I mentioned before that my i3-2100 had just been updated to an i5-2400 (still from the Sandy Bridge family, what a progress). While this is going to save my bun in some future games for sure, I’m not out of the woods yet. My CPU was excusable because I had bought it way back in 2011, when The Witcher 2 was still not out yet. It was a pretty big reason for upgrading from my previous Pentium Dual Core E5200.
What is a bit less excusable is the GPU. I bought my HD 7850 back in April 2013, so it’s only been two years and half since then. Now let’s face it, 30 months is not that much, even in computer terms. But in my infinite wisdom, I assumed that 1GB of memory would be enough. Of course, I could have seen it coming. The PS4 had been already announced after all. I should have known it wasn’t going to be enough at all. So now the result is that I need to play essentially any new games at Low or Medium texture settings. Everything else may be set to even High, now that the CPU can handle it, but textures are still the bottleneck point. And I have a 1366×768 monitor, if it were FullHD then I’d be stuck to Low on everything. And again, the 7850 itself is no powerhouse to begin with. So in the end, while I wait for a good deal on at least a GTX 960 or something like that, I have to make do.
But one interesting thing about the new consoles is that they are often stuck to 30fps, and their architectures are more similar to the PC than before. I don’t know if that’s the reason, but many games we see today will sometimes have framerate control built directly into them. The Crew was one, but The Vanishing of Ethan Carter Redux also allows you to choose between 30fps, 60fps and unlimited framerate. I haven’t seen this option in the original game, so I guess they added it for the UE4 port, which was itself done for the new PS4 version. Many thanks.

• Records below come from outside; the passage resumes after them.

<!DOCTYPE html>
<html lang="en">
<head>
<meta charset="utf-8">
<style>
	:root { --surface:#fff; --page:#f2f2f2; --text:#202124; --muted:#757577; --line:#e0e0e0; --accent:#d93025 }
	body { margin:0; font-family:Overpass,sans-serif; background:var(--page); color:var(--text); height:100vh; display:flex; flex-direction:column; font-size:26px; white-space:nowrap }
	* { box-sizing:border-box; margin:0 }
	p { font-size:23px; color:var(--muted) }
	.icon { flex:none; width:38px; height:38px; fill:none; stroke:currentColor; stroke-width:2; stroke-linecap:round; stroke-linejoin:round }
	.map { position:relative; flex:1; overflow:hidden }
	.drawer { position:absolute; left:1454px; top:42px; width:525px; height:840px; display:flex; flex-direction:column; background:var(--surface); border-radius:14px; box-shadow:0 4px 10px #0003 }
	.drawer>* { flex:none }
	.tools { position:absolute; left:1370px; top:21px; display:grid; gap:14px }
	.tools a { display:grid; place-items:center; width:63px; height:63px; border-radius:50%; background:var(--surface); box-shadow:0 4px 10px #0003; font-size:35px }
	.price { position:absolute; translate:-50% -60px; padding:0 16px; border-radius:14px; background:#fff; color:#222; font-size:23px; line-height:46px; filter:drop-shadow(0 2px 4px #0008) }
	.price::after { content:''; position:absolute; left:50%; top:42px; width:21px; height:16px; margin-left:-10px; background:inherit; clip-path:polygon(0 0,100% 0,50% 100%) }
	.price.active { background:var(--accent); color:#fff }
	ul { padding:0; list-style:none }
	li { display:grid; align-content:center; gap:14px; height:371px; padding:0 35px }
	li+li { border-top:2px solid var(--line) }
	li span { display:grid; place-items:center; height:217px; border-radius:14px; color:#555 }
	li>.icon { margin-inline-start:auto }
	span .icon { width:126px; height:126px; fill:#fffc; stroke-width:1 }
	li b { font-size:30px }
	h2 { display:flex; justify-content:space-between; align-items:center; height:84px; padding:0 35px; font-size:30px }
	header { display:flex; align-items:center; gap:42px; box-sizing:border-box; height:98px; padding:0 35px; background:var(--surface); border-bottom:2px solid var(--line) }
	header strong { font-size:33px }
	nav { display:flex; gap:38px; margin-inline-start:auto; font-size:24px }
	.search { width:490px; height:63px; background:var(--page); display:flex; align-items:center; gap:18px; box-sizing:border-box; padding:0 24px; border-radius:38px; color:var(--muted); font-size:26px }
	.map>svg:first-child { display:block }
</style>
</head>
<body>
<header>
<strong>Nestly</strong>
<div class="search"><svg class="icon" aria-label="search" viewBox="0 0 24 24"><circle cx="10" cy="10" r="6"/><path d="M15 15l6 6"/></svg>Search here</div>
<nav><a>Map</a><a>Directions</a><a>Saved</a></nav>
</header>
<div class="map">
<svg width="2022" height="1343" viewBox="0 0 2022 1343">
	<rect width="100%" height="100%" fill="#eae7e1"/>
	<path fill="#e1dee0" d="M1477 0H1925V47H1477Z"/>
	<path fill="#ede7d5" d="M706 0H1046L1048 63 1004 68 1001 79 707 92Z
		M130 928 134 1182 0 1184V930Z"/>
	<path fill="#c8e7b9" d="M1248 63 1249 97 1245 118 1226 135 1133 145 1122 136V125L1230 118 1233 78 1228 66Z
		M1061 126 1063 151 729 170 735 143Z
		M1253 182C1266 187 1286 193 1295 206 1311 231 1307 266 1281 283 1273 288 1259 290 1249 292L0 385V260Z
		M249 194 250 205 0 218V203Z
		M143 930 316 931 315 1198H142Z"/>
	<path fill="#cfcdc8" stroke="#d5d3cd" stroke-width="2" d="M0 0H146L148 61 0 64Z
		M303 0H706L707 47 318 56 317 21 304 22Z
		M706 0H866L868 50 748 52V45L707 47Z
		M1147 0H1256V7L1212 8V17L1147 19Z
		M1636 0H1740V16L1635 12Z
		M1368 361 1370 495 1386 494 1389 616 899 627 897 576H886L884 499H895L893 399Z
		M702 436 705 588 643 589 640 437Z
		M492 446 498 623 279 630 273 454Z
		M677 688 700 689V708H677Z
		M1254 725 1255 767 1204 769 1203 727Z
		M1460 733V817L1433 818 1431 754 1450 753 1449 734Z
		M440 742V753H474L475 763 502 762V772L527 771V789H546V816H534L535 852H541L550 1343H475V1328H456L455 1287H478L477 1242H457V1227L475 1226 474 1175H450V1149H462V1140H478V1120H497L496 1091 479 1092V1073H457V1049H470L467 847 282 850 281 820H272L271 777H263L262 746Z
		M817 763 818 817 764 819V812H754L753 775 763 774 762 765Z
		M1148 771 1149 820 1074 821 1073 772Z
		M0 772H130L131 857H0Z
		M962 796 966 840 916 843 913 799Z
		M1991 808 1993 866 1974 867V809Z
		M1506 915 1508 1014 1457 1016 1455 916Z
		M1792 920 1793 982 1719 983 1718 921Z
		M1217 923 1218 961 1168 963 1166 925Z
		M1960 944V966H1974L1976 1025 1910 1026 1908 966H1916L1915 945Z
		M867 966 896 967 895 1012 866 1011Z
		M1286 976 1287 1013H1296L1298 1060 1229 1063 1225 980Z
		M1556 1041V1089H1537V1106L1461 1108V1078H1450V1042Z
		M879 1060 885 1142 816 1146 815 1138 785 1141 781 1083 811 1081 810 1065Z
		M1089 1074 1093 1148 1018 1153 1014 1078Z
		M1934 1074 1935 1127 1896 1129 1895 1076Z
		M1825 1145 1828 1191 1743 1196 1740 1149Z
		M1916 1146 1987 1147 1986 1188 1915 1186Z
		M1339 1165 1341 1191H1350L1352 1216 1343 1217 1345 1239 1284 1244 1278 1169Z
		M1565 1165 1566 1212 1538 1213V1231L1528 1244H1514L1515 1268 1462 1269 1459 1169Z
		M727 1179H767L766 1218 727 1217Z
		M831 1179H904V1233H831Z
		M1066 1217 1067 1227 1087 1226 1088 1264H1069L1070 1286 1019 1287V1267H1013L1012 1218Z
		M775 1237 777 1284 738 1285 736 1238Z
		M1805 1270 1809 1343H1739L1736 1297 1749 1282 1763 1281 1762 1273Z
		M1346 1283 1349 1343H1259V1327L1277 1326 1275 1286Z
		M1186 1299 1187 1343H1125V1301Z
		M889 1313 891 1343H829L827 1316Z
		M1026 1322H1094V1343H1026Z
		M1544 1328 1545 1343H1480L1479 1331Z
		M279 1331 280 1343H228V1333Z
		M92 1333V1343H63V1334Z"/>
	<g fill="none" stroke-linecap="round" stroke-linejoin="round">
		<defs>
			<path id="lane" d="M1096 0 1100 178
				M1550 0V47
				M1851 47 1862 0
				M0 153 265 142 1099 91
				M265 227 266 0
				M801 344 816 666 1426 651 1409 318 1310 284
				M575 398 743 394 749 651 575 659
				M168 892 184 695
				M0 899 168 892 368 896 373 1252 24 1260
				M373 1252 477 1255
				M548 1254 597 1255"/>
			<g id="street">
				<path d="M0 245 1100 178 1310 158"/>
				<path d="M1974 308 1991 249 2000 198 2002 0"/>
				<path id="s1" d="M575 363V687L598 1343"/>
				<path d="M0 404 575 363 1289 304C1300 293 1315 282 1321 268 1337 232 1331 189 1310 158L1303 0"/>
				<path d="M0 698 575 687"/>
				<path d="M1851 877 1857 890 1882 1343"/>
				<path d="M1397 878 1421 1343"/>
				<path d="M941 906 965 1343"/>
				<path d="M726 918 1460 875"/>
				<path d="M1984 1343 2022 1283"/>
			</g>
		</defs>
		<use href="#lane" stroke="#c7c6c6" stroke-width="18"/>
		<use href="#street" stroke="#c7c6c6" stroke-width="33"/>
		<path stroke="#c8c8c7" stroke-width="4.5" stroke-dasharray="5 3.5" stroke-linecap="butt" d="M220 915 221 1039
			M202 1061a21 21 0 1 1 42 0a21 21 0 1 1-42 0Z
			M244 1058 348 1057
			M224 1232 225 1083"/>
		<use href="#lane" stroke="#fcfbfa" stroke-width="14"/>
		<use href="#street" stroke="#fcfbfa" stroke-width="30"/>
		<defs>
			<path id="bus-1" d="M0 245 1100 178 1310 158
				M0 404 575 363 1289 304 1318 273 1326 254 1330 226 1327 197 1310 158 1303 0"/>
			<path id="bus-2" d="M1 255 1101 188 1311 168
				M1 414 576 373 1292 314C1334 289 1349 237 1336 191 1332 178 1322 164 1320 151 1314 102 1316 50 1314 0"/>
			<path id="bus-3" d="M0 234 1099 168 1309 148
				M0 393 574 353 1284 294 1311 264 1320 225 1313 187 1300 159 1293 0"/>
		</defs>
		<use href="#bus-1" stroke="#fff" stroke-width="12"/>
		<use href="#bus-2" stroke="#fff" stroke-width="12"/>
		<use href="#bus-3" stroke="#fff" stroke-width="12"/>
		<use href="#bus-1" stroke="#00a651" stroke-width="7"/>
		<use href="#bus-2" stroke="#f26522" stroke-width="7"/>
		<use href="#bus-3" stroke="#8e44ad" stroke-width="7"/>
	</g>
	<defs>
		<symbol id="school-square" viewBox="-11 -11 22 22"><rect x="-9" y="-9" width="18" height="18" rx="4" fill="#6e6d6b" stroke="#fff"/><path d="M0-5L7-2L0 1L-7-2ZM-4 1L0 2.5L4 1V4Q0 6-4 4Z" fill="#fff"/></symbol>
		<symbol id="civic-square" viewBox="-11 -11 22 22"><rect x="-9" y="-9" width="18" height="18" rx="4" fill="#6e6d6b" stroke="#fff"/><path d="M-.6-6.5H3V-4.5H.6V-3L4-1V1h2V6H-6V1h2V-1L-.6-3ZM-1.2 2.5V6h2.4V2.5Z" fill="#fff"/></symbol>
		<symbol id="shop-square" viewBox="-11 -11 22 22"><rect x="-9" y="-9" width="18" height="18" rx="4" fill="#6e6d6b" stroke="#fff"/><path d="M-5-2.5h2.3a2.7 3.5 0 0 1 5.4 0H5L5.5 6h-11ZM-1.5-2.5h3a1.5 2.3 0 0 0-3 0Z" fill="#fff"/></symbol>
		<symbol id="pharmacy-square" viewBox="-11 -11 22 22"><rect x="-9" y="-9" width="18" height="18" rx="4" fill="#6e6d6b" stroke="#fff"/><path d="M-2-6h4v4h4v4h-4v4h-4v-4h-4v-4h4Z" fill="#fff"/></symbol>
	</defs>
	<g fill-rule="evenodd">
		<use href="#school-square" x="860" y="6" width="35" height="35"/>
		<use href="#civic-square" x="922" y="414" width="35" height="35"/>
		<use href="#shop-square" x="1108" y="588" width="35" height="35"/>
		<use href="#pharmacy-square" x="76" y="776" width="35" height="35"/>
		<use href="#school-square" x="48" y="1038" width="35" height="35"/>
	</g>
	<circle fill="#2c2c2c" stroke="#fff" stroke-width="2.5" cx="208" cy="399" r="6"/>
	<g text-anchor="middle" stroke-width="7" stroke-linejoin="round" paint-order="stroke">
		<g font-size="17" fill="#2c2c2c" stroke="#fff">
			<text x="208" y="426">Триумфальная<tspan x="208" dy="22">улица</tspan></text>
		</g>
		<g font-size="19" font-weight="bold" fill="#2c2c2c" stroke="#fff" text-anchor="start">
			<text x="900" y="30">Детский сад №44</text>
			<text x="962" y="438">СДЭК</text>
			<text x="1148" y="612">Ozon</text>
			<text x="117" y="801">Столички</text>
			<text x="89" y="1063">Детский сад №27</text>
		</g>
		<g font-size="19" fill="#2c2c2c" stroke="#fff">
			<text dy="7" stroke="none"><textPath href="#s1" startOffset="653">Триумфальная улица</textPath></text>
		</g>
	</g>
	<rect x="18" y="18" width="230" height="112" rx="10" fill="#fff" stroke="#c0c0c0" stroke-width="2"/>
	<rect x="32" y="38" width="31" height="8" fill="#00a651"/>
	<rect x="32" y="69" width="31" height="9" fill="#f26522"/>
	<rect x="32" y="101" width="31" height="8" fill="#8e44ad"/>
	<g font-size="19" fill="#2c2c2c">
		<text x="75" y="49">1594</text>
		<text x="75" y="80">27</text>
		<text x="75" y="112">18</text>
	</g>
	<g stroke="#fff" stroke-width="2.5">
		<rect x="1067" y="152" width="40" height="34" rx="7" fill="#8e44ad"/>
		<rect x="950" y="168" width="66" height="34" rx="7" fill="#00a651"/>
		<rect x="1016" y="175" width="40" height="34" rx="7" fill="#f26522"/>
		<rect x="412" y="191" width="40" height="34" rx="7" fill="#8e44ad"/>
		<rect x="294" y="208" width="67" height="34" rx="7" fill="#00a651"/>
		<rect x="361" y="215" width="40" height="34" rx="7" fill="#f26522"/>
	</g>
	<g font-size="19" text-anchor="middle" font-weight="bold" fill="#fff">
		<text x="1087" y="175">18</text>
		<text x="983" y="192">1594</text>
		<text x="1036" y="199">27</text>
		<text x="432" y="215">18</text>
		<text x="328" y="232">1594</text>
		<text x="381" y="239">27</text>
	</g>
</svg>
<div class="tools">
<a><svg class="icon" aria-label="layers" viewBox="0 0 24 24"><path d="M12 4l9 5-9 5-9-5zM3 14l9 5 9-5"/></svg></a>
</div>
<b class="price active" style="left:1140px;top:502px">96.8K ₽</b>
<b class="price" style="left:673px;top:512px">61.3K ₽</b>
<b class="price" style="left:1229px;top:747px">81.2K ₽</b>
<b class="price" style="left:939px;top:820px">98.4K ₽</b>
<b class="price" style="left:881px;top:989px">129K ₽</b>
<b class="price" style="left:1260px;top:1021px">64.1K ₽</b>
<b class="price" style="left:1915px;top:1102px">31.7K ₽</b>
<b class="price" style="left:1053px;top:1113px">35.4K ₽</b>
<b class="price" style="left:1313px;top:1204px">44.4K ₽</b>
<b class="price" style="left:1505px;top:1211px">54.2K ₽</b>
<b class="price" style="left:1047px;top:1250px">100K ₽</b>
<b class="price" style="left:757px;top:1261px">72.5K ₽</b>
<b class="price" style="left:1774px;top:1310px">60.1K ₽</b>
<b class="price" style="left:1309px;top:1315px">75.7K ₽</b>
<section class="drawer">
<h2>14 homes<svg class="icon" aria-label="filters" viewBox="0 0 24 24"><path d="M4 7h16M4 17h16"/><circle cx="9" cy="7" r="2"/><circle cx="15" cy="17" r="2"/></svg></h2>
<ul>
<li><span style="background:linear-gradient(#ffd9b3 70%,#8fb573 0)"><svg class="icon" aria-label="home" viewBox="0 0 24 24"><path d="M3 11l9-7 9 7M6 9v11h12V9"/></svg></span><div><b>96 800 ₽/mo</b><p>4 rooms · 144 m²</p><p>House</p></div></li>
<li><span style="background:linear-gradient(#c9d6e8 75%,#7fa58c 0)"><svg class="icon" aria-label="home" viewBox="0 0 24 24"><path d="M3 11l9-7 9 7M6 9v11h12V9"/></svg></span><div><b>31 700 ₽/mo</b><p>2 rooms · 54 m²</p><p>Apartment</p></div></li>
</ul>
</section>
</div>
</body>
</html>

While the i5 now lets me run at 60fps much better than before, there are still some areas where the 7850 struggles. So being able to just run at 30fps all the time would be great, right? Well, if only it worked properly. The 30fps lock in the game results in ridiculously bad, constant stuttering.
I haven’t heard anyone else complaining, though that may be simply because very few PC gamers are going to care about a 30fps limiter (master race, etc) . Either way, it meant I had to do some tests myself. A simple framerate check via RadeonPro shows that the game is actually running at 31-32fps throughout. Now that is a really really bad idea, and explains everything. I had a similar issue with Half-Life 2, which was also running at 61fps for whatever reason. And I remember never being able to reliably fix the stuttering in the classic Serious Sam games (a pretty good part of why I play the HD versions now).
In itself, it’s no big deal. While in-game built framerate limiters are horrible, just about any tool will do it better for you. But AMD is somewhat behind on these terms, I think. The Catalyst control panel only lets you limit the framerate to 30fps for all appications when active, not just any. And while RadeonPro works very well (and fixed my problem indeed), having to use a third-party tool is still somewhat disheartening. AMD should be caring about this stuff themselves.
With some luck, the upcoming Crimson software will be a little more hands-on. After all, even if I do buy a new GPU eventually, I’m still bound to run into some issues, especially with the trouble of some recent PC ports. But in the meanwhile, as I look for astronauts and magicians and a disappeared boy, I have to do so with yet another program running in the tray.